Parkway Central High School in St. Louis County was hit with racist graffiti using racial slurs and language that wished for the death of black people. The graffiti led to walkouts at multiple high schools.
It was revealed shortly afterward that the student who wrote the messages was black.
This isn’t even the first such hoax to occur in this specific high school. In 2017, a nonwhite student admitted to writing “white lives matter” followed by a racial slur in a Parkway Central bathroom, according to the St. Louis Post-Dispatch.
And the event also tracks with the long list of hate crime hoaxes that have occurred across the country in recent years. High-profile incidents such as Jussie Smollett’s faked assault or the “noose” in the garage of NASCAR driver Bubba Wallace (actually just a pull-rope) got the most headlines. But many of these hoaxes are similar to that of Parkway Central, and they follow a familiar formula.

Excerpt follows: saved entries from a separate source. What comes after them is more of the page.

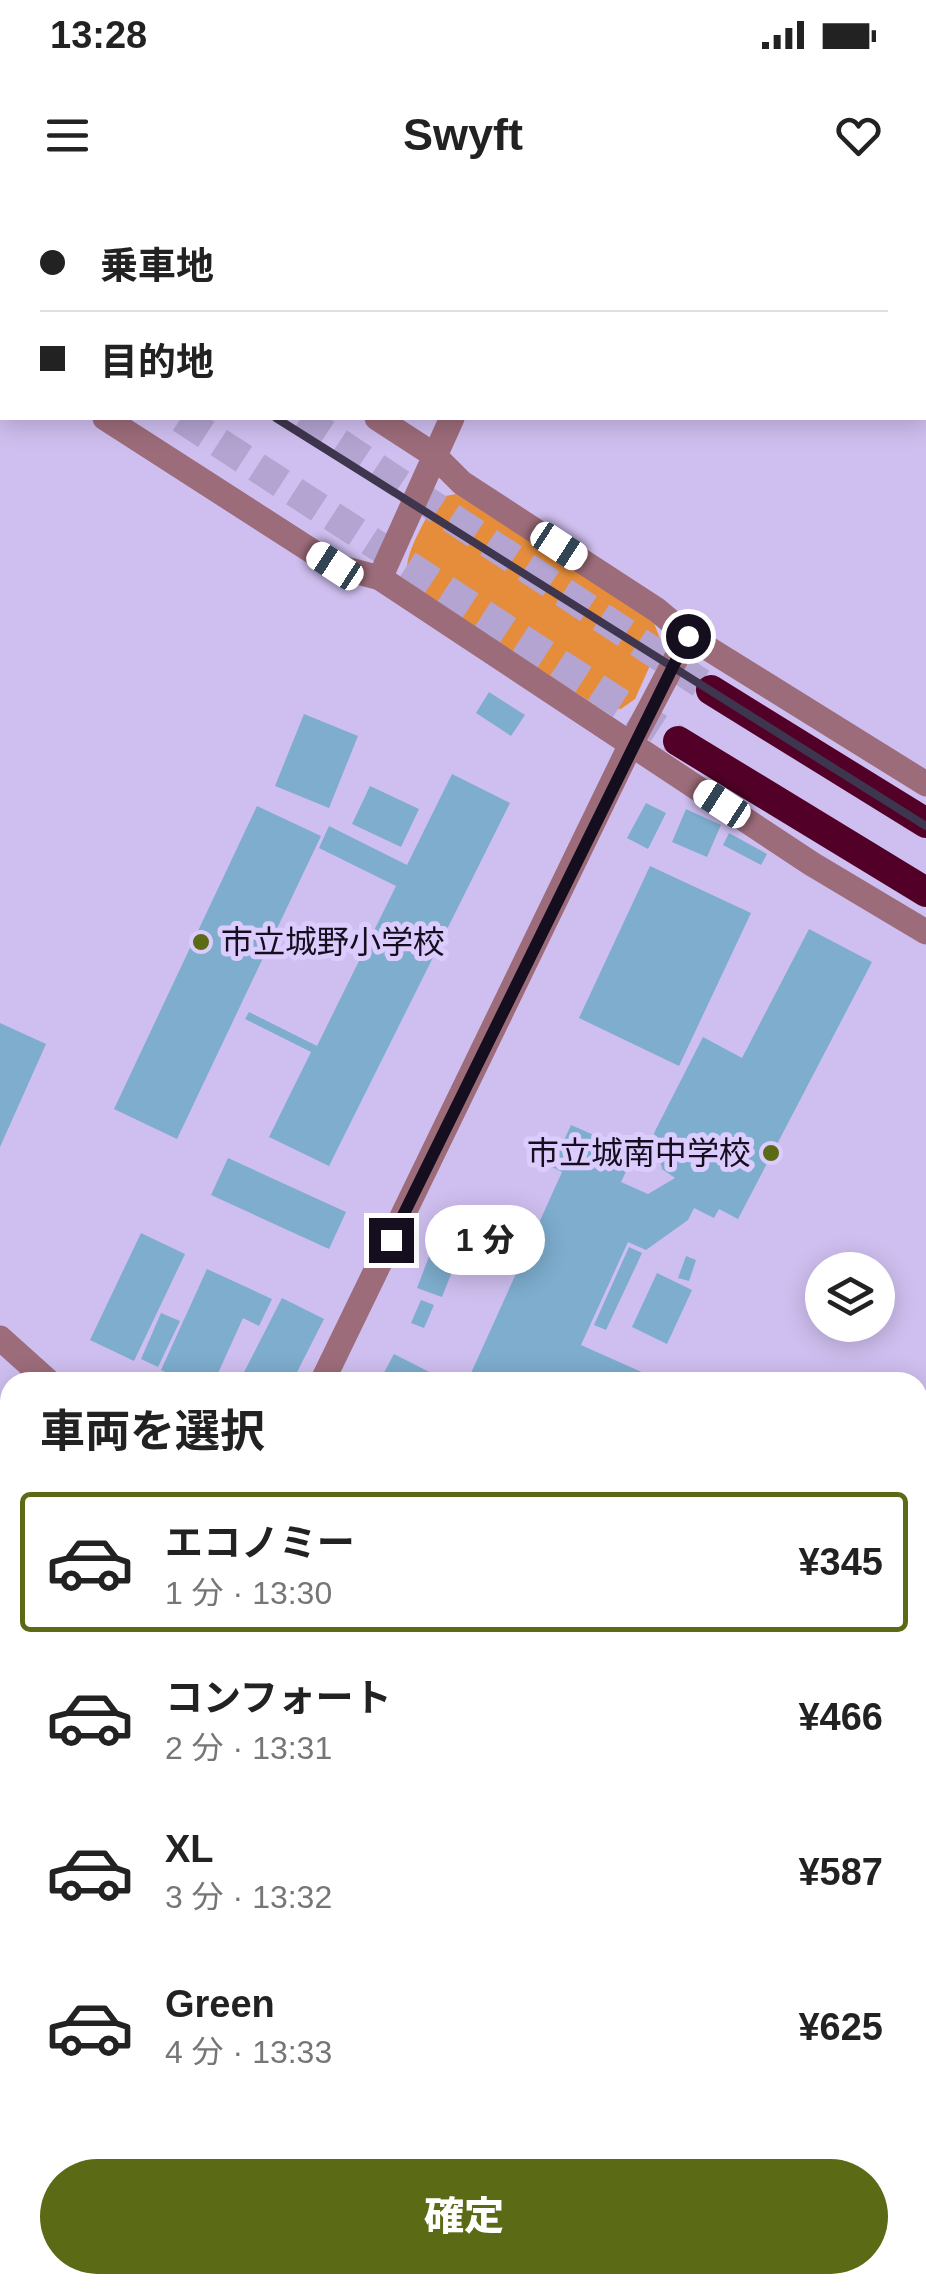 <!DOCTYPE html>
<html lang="ja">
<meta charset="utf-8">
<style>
body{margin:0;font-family:Arial,"Noto Sans JP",sans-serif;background:#f2f2f2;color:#222;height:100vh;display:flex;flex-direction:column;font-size:38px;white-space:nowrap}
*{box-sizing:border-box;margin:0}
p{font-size:32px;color:#767676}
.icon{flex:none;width:55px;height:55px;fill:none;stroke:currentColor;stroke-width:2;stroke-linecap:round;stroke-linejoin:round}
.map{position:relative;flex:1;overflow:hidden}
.drawer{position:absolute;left:0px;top:1172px;width:928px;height:922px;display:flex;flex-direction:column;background:#fff;border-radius:30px 30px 0 0;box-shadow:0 5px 25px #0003}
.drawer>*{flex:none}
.top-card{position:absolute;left:0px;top:0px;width:928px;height:220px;box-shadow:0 5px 25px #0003;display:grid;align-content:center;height:220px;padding:0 40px;background:#fff}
.tools{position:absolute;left:805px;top:1052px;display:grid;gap:20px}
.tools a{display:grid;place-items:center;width:90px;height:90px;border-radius:50%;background:#fff;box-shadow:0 5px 25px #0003;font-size:50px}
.end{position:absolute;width:45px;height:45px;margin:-22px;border:12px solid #140e1f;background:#fff;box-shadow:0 0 0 5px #fff}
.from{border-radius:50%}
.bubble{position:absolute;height:70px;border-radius:35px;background:#fff;box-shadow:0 5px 25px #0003;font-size:32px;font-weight:800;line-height:70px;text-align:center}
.car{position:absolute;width:30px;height:60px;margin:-30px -15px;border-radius:12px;box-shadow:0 0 8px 2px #0007;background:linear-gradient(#fff 24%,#345 0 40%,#fff 0 76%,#345 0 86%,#fff 0)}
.top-card b{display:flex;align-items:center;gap:35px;height:95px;font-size:38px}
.top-card b+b{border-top:2px solid #e0e0e0}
.top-card i{width:25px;height:25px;background:#222}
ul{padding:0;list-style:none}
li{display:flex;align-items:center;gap:30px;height:140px;margin:0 20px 15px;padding:0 20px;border:5px solid transparent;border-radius:10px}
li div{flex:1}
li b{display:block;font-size:38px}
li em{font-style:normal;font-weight:800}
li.current{border-color:#5b6a14}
li>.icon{width:90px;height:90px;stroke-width:1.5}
h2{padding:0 40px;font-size:45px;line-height:120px}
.button{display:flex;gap:20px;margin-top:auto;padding:20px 40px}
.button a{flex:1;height:115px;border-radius:60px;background:#5b6a14;color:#fff;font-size:40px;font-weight:800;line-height:115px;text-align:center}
.status{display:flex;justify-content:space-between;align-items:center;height:70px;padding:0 50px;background:#fff;direction:ltr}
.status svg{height:28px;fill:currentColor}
header{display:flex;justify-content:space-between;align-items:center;height:130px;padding:0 40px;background:#fff;font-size:45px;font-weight:800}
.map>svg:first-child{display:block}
.green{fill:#e68d3b}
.building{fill:#7eadce}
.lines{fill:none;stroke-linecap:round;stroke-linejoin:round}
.highway-tunnel{stroke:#b3a4d1;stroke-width:30;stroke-dasharray:30 15;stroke-linecap:butt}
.minor{stroke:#9d6c7a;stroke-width:25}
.highway{stroke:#520027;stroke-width:30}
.rail{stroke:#3e364e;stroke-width:8}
.route{stroke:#140e1f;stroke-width:12}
.poi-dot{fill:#5b6a14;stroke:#dcccfd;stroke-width:4}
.labels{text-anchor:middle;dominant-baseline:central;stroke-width:10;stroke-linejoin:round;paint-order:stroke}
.poi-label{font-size:32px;fill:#140e1f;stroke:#dcccfd;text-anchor:start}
</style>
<div class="status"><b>13:28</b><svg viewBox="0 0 49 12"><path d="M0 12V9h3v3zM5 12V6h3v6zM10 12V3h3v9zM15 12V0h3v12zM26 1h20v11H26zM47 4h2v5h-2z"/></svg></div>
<header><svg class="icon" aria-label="menu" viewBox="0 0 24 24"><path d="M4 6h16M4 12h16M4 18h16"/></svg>Swyft<svg class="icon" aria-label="heart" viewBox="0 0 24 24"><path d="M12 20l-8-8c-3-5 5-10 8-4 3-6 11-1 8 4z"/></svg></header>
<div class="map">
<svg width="926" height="2094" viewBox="0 0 926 2094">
<rect width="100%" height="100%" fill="#cfbff0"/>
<path class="green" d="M456 294 652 418 661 441 635 499 621 509 598 507 410 385C398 361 423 327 433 304L440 297Z"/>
<path class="building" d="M489 492 525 515 511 536 476 513Z
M304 514 358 536 329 608 275 586Z
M452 574 510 603 329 966 269 937 311 852 245 819 249 812 317 846 396 686 319 648 329 626 407 665Z
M370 586 419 609 401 647 352 624Z
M646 603 666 613 648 649 627 638Z
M257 606 321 636 177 939 114 909Z
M686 609 721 625 707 657 672 642Z
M729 633 767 654 761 665 723 645Z
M650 666 751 713 679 866 579 818Z
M809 729 872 762 738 1019 719 1009 714 1018 694 1008 688 1020 646 1050 628 1042 581 1145 664 1182H467L562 972 552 967 571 925 635 953 621 982 648 994 675 978 662 969 654 933 703 837 742 858Z
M0 823 46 844 0 947Z
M228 958 346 1012 329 1049 211 995Z
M463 1014 476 1018 468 1041 456 1037Z
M141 1033 185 1054 134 1161 90 1140Z
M629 1047 642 1053 606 1130 594 1125Z
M430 1054 455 1064 442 1097 417 1088Z
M686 1056 696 1060 689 1081 678 1078Z
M207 1069 272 1099 259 1126 243 1118 214 1182H188L161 1170Z
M657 1073 692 1090 667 1144 632 1127Z
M282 1098 324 1119 292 1182H239Z
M421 1100 434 1105 424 1128 411 1123Z
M161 1113 180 1121 158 1167 141 1159Z
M394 1154 449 1182H379Z
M5 1222 10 1226V1310L0 1321V1227Z
M10 1415V1445L0 1438Z
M0 1452 10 1458V1527L0 1521Z
M10 1736V1783L0 1776V1750Z
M926 1785V1838L918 1842V1789Z
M926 1841V1904L918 1909V1845Z
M926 1983V2048L921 2051 918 1986Z
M10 2024V2056L0 2041V2031Z
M433 2085H475L469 2094H445Z
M501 2085H584L581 2094H498Z
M609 2085H680L679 2094H607Z
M795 2085 799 2094H766L763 2087Z"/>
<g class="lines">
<path class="highway-tunnel" d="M181 218 678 541
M301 218 711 490"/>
<path class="minor" d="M47 0 51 2
M555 2 557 0
M0 150 2 151
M105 218 335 366 380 378 812 664 926 732
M377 218 434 255 462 283 657 410 688 436 926 584
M380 378 452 218
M0 1138 49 1182
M322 1182 631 544 688 436
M918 1569 926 1565
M0 1734 10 1720
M918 1748 926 1743
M918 1920 926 1916
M805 2085 809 2094
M279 2094 296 2085"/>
<path class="highway" d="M0 16 2 18
M0 98 2 100
M711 490 926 623
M678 541 926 692
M0 1824 10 1832
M362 2085 374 2094"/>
<path class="rail" d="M0 50 2 51
M276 218 926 626
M918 1668 926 1664
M918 1690 926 1686
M87 2094 104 2085
M158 2094 175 2085"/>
</g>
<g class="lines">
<path class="route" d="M391 1040 688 436"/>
</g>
<g class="poi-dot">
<circle cx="201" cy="742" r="10"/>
<circle cx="771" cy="953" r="10"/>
</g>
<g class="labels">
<g class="poi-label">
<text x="221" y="742">市立城野小学校</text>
<text x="751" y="953" text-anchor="end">市立城南中学校</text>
</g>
</g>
</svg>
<div class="tools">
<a><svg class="icon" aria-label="layers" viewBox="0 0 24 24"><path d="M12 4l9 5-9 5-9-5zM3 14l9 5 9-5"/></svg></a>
</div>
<i class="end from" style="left:688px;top:436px"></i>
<i class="end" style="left:391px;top:1040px"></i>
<div class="bubble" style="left:425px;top:1005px;width:120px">1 分</div>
<i class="car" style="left:559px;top:346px;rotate:123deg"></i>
<i class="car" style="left:335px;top:366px;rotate:303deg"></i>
<i class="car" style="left:722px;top:604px;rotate:303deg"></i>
<div class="top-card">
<b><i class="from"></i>乗車地</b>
<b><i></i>目的地</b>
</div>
<section class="drawer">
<h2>車両を選択</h2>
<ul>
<li class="current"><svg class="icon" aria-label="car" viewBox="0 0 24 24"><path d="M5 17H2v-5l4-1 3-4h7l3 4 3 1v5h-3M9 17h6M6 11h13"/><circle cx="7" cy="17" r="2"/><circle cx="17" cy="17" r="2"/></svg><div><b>エコノミー</b><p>1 分 · 13:30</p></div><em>¥345</em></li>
<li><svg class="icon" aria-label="car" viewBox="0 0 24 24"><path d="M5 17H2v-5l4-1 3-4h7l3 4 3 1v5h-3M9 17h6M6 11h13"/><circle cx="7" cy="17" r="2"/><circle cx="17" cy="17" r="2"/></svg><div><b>コンフォート</b><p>2 分 · 13:31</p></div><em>¥466</em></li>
<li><svg class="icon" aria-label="car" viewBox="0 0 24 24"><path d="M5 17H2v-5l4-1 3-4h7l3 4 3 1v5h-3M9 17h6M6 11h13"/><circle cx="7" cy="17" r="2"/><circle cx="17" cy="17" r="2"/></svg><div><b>XL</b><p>3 分 · 13:32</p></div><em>¥587</em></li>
<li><svg class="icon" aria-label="car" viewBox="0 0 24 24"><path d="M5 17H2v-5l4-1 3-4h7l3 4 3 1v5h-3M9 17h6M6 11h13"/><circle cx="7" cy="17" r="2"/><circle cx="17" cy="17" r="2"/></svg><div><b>Green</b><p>4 分 · 13:33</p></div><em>¥625</em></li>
</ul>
<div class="button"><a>確定</a></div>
</section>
</div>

The students who drew a lynching captioned with a racial slur and the hashtag “white power” at Salisbury University’s library in 2016 turned out to be black. In 2016, a gay man defaced the church where he worked with a swastika and a homophobic slur, which he then pretended to discover and report to authorities. That same year, a gay man accused Whole Foods of writing a homophobic slur on his “Love Wins” cake, seemingly unaware that Whole Foods has security cameras.
November 2018 saw an explosion of hate crime hoaxes on college campuses, likely fueled by the campus atmosphere surrounding the midterm elections that took place that month. A black student admitted to racist graffiti at Albion University in Michigan earlier this year. Wilfred Reilly, a professor at Kentucky State University, wrote in 2019 that he was “able to easily put together a data set of 409 confirmed hate hoaxes” while doing research for a book. These incidents, most of which have occurred since 2016, are now depressingly common in schools, and especially at universities.
When you make victimhood a virtue in the culture, that is what people, especially young people, will chase. As Parkway Central has seen once again, they will even leave racist graffiti in their own school to draw attention to themselves.
The demand for hate crimes is greater than the supply, both among those who want to be victims and the media outlets who breathlessly report certain “hate crimes” before they are revealed to be hoaxes. Until that changes, these incidents will continue to occur.